Nilai-nilai fundamental lain yang terungkap dalam halaman-halaman novel ini adalah nilai tentang kepemimpinan berdasarkan kompetensi, kemandirian atau otonomi dalam proses pendidikan (hlm.52), kesetaraan dan keadilan jender (hlm. 83, 94), prinsip pro-eksistensi atau membela dan menfasilitasi terpenuhinya hak-hak kelompok lain yang berbeda terutama jika kelompok itu sedang mendapatkan ancaman (hlm.95), kekuasaan yang dijalankan sebagai dharma dan terbuka terhadap kritik profetis (hlm.127), keberpihakan kepada mereka yang tertindas atau preferential option for the poor (hlm. 132), kesadaran akan kecenderungan kekuasaan yang mengorbankan kelas bawah (hlm. 208), dan proses pendidikan yang berdasarkan keadilan dan kesetaraan tanpa previledge (hlm. 242, 257). 
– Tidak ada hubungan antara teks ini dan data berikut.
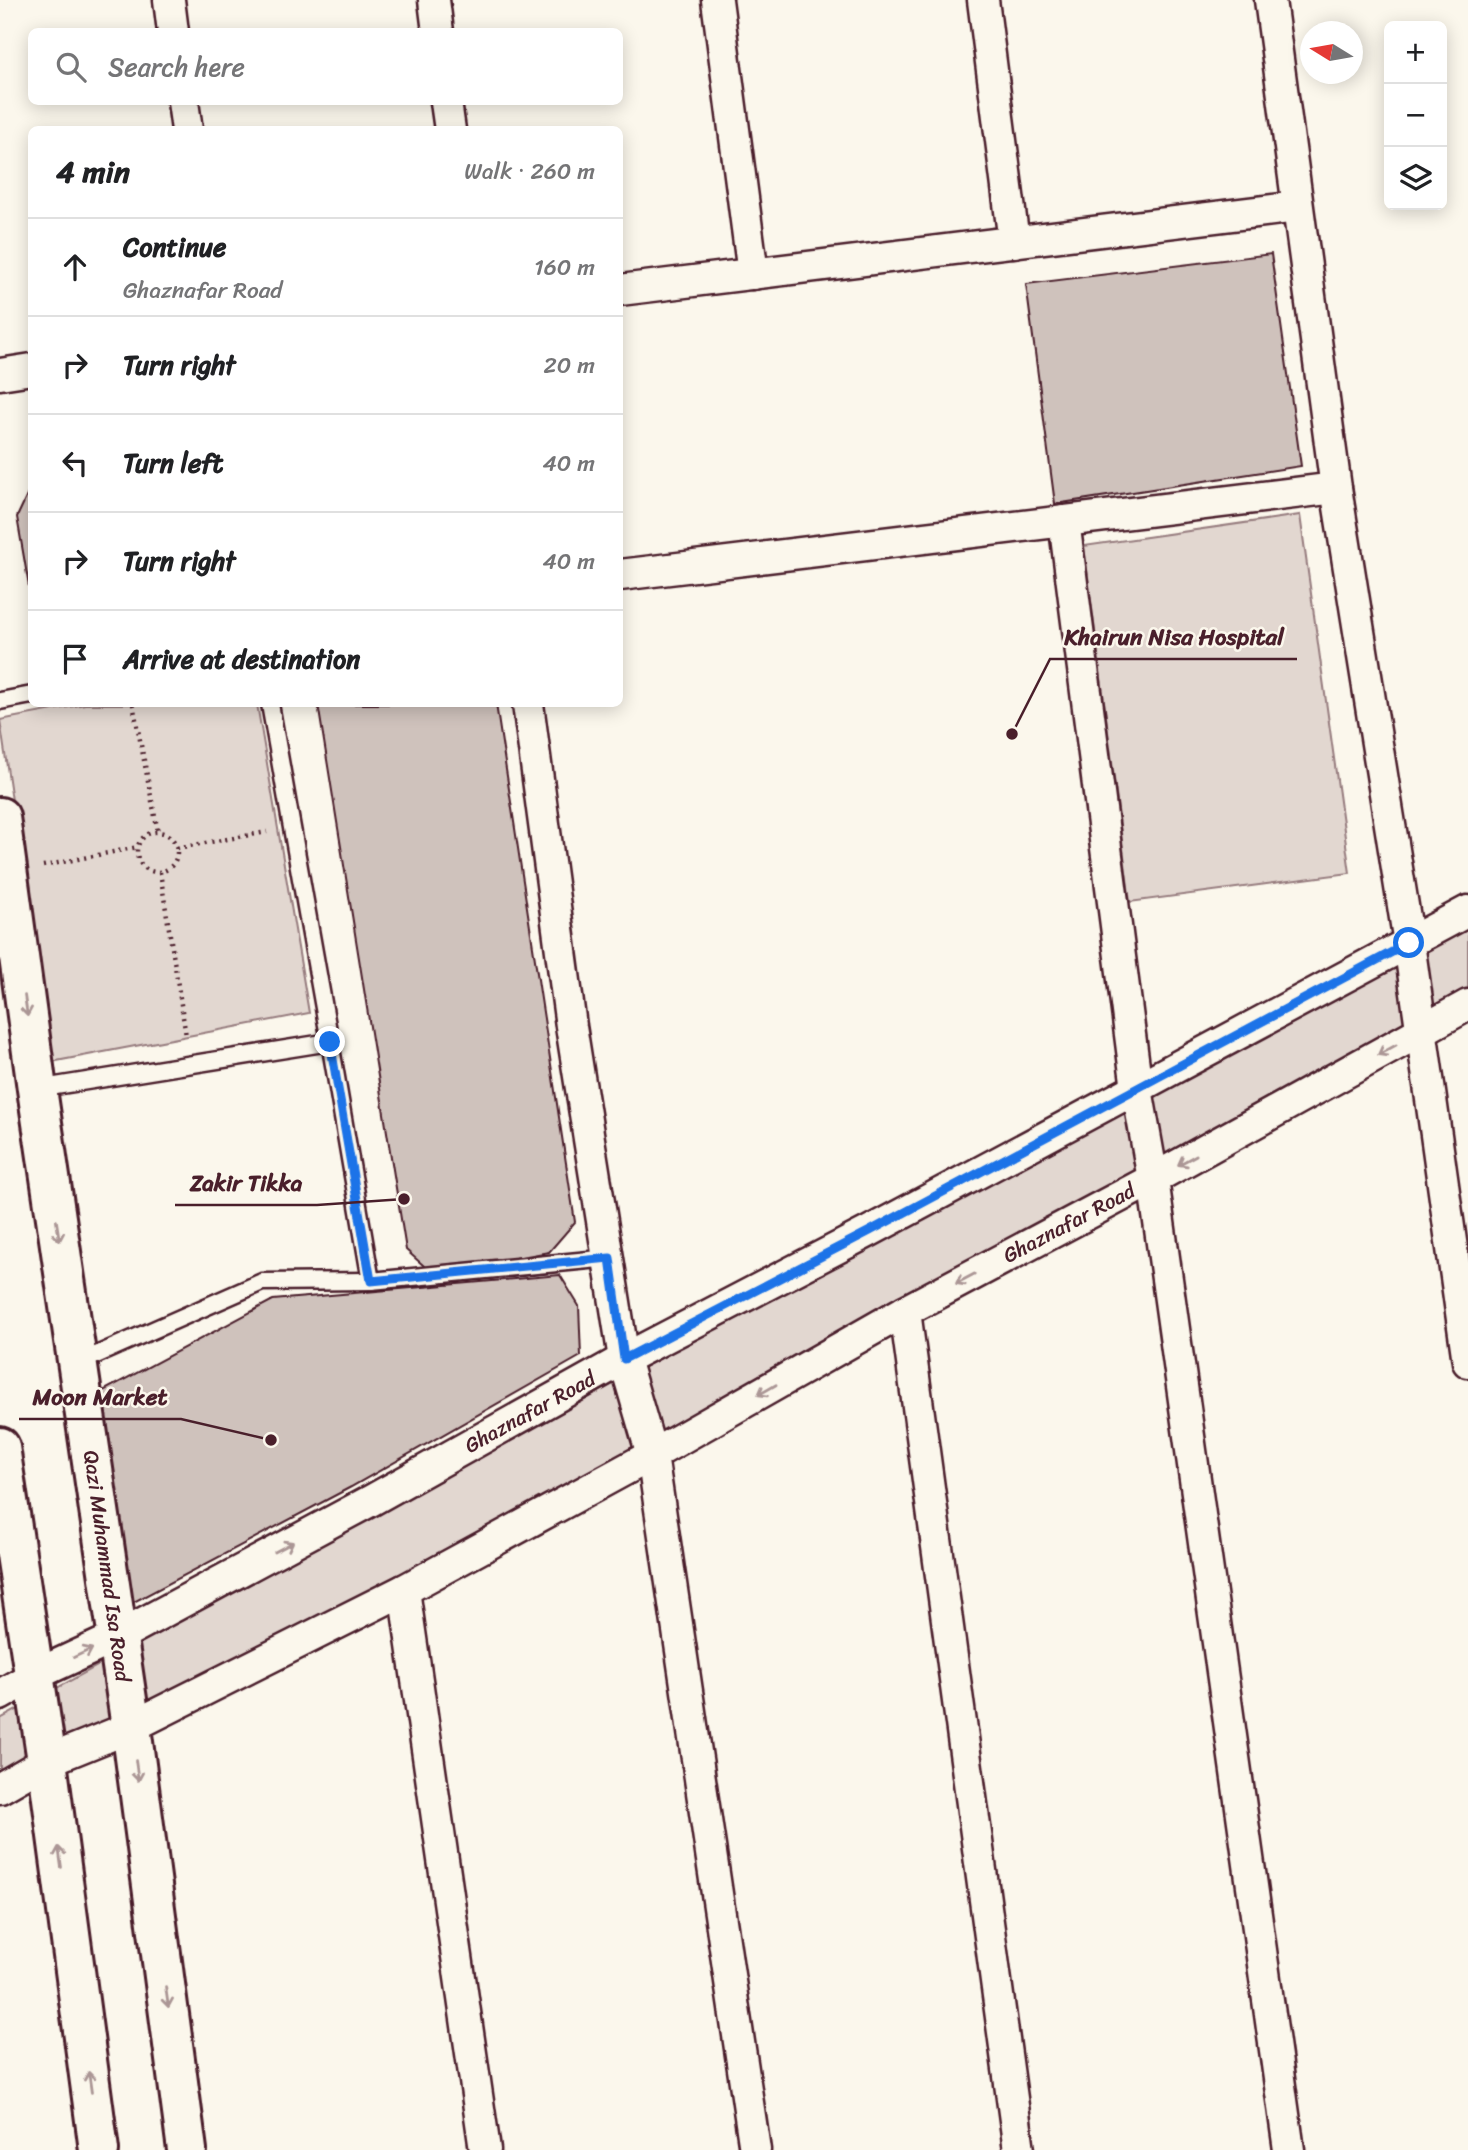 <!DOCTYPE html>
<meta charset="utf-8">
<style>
body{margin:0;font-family:Sriracha,sans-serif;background:#f6f6f6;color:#202124}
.controls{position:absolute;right:21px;top:21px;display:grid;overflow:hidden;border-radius:10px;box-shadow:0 4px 18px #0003}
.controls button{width:63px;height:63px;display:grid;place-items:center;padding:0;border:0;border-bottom:2px solid #e0e0e0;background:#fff;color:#202124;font:35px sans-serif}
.compass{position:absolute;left:1300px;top:21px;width:63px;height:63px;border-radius:50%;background:#fff;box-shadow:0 4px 18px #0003;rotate:281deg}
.stop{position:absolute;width:21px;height:21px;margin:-16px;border:5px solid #1a73e8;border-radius:50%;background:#fff}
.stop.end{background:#1a73e8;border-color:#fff;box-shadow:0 2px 7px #0008}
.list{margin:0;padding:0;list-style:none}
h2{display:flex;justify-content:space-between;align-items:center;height:91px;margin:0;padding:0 28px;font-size:30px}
h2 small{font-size:23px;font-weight:400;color:#757577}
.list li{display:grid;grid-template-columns:46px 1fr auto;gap:21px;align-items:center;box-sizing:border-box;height:98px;padding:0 28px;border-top:2px solid #e0e0e0}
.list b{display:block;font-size:26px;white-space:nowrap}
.list p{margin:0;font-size:23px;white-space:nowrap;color:#757577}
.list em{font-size:23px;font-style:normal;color:#757577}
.icon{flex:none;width:38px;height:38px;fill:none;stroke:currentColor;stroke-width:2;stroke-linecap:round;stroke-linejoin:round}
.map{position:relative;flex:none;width:1468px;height:2150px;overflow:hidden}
.search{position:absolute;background:#fff;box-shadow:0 4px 18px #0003;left:28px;top:28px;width:595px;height:77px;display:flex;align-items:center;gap:18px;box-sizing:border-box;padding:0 24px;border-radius:10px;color:#757577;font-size:26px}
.panel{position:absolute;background:#fff;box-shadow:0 4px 18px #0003;left:28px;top:126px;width:595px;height:581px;border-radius:10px}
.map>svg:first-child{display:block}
.green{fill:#e2d7d0;stroke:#967b7e;stroke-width:2}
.building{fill:#cfc2bc;stroke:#4a1f2b;stroke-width:2}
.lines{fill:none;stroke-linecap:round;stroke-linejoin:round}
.lane-casing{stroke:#4a1f2b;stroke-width:21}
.street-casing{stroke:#4a1f2b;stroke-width:35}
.secondary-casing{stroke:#4a1f2b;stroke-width:44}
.path{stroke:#4a1f2b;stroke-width:4.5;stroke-dasharray:2 5;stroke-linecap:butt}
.lane{stroke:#fbf7ec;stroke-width:16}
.street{stroke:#fbf7ec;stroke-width:30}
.secondary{stroke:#fbf7ec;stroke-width:38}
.oneway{stroke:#ab9695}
.route{stroke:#1a73e8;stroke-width:9}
.labels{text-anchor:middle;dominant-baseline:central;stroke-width:5;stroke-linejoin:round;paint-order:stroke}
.street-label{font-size:21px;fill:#4a1f2b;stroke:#fbf7ec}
.leader{fill:none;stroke:#4a1f2b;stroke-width:2.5}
.callout-dot{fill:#4a1f2b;stroke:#fbf7ec;stroke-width:2.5}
.callout-label{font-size:23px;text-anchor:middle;font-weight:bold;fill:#4a1f2b;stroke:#fbf7ec;stroke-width:5;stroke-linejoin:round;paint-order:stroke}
</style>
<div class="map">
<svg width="1468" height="2150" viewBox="0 0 1468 2150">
<rect width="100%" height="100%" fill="#fbf7ec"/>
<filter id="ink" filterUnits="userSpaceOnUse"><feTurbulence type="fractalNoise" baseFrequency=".0143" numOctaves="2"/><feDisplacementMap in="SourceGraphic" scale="14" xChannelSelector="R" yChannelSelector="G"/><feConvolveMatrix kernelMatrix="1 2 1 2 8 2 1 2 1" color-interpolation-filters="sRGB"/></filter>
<g filter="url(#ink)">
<g class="green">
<polygon points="1300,515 1350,873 1130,902 1084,546"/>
<polygon points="85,704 257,704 309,1013 51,1062 0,720"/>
<polygon points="1468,917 1468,1005 0,1795 0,1719"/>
</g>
<g class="building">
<polygon points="1271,254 1301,466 1055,504 1026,284"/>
<polygon points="32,485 32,604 17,517"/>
<polygon points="318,704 496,704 575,1222 549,1252 432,1273 406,1250"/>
<polygon points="560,1275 579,1306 581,1356 351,1487 132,1603 101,1392 273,1300"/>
</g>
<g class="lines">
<g class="lane-casing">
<g id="lane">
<polyline points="0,701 32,695"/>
<polyline points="330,1042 371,1281 610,1258"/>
<polyline points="37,1089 330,1042 270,704"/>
<polyline points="78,1363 262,1282 371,1281"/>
</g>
</g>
<g class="street-casing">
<g id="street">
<polyline points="169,0 173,32"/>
<polyline points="434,0 438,32"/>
<polyline points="717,0 753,274"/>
<polyline points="983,0 1014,242"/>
<polyline points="1270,0 1336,488 1409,943 1468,1362"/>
<polyline points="183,102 187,130"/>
<polyline points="446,102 450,130"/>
<polyline points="620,290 1297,207"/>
<polyline points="0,374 32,369"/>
<polyline points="1064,521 1137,1089 1153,1179 1289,2150"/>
<polyline points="620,575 1336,488"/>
<polyline points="528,704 571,1026 624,1359 652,1455 755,2150"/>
<polyline points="905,1311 1019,2150"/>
<polyline points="404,1590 485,2150"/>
<polyline points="0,1695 35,1675 117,1637 372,1500 624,1359 870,1231 1468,911"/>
<polyline points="0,1788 47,1761 131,1727 404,1590 652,1455 905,1311 1153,1179 1468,1005"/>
</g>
</g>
<g class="secondary-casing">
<g id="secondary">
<polyline points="0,817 37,1089 131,1727 187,2150"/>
<polyline points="0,1447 47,1761 99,2150"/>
</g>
</g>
<g class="path">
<polyline points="133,704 158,832"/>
<circle cx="157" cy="852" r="20"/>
<polyline points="177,848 267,832"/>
<polyline points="43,866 138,847"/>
<polyline points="160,872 186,1036"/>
</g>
<use href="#lane" class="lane"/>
<use href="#street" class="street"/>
<use href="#secondary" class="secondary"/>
</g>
<defs><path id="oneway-shaft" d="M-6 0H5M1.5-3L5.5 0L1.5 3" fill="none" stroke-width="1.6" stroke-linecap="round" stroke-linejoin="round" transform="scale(1.75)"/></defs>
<g class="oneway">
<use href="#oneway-shaft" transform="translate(26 1006) rotate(82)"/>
<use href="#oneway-shaft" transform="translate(1387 1050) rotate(151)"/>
<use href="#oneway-shaft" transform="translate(1187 1160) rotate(151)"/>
<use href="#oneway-shaft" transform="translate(58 1231) rotate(81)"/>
<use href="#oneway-shaft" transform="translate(965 1279) rotate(152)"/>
<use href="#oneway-shaft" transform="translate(767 1390) rotate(150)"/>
<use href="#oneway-shaft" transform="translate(284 1547) rotate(-28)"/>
<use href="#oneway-shaft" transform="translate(83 1653) rotate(-25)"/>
<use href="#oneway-shaft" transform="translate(137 1771) rotate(82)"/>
<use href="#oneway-shaft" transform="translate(60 1857) rotate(-98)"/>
<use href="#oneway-shaft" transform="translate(167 1997) rotate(82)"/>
<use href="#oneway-shaft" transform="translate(90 2082) rotate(-98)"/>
</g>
</g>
<g class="lines" filter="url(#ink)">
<polyline class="route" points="330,1042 371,1281 610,1258 624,1359 870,1231 1409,943"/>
</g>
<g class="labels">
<g class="street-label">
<text transform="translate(1069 1223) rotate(-28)">Ghaznafar Road</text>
<text transform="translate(530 1412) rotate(-29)">Ghaznafar Road</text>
<text transform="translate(107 1566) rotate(82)">Qazi Muhammad Isa Road</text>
</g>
</g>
<path class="leader" d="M1012 734L1050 659H1297M404 1199L317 1205H175M271 1440L181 1419H19"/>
<g class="callout-dot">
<circle cx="1012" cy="734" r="7"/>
<circle cx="404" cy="1199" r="7"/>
<circle cx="271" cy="1440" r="7"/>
</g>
<g class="callout-label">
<text x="1174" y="645">Khairun Nisa Hospital</text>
<text x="246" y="1191">Zakir Tikka</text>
<text x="100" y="1405">Moon Market</text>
</g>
</svg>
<div class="controls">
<button>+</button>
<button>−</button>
<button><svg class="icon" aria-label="layers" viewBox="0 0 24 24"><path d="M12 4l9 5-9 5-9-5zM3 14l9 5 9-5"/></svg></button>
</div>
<svg class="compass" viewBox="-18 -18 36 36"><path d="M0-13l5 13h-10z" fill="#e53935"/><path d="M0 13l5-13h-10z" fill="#757577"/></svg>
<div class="stop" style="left:1409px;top:943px"></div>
<div class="stop end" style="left:330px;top:1042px"></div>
<div class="search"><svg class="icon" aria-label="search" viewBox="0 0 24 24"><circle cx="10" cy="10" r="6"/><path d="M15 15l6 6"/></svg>Search here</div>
<section class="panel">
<h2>4 min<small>Walk · 260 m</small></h2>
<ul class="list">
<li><svg class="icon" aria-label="ahead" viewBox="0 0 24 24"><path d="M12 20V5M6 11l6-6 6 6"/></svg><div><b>Continue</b><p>Ghaznafar Road</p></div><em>160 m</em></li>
<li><svg class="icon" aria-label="right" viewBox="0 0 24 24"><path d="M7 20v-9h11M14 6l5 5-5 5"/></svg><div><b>Turn right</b></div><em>20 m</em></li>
<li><svg class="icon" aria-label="left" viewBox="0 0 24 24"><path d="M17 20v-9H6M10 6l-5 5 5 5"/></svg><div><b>Turn left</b></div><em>40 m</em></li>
<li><svg class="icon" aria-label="right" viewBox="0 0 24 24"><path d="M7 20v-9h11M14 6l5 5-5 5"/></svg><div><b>Turn right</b></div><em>40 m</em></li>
<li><svg class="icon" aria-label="arrive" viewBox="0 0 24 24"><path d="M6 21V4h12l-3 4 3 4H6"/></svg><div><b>Arrive at destination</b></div></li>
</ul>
</section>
</div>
Secara jelas, bagian epilog novel ini menegaskan satu prinsip nilai yang fundamental di dalam praksis kekuasaan, yakni bahwa kekuasaan itu sekali lagi semestinya dijalankan atas dasar kebijaksanaan dan bukan atas dasar pedang atau kekerasan (hlm. 620). Nilai terakhir yang pantas direfleksikan secara mendalam adalah bahwa seluruh praksis perselingkuhan dan manipulasi yang dinormalisasi melalui penjagaan kerahasiaan, yang berarti menutupi integritas dan kejujuran, akan melahirkan praktik-praktik ketidakdilan, melahirkan ketidakpekaan, orientasi kepentingan sempit, egoisme yang dibalut oleh konstruksi wacana tentang keluhuran dan kebajikan, menumbuhkan serta mereproduksi prasangka dan kebencian, dan pada akhirnya sangat rentan untuk tanpa rasa bersalah melakukan penghancuran terhadap kemanusiaan. 

Secara tidak langsung, melalui novel Warisan 3 Kerajaan ini, Bud Murdono sedang berupaya untuk menyediakan jalan dalam membaca jejak-jejak pembentukan hasrat dan ideologi dari pengalaman kerajaan-kerajaan Nusantara pada masa lalu, dan menegaskan sikap kritis bahwa setiap orang musti selalu berani bertanya tentang konstruksi realitas yang dihadapi di dalam kehidupan masa kini. Kembali menegaskan kutipan Zizek di awal, melalui novel ini, para pembaca diajak untuk berani menyatakan bahwa The problem for us is not whether our desires are satisfied or not. The problem is how do we know what we desire?***

*Indro Suprobo, penulis, editor dan penerjemah buku, tinggal di Jogyakarta.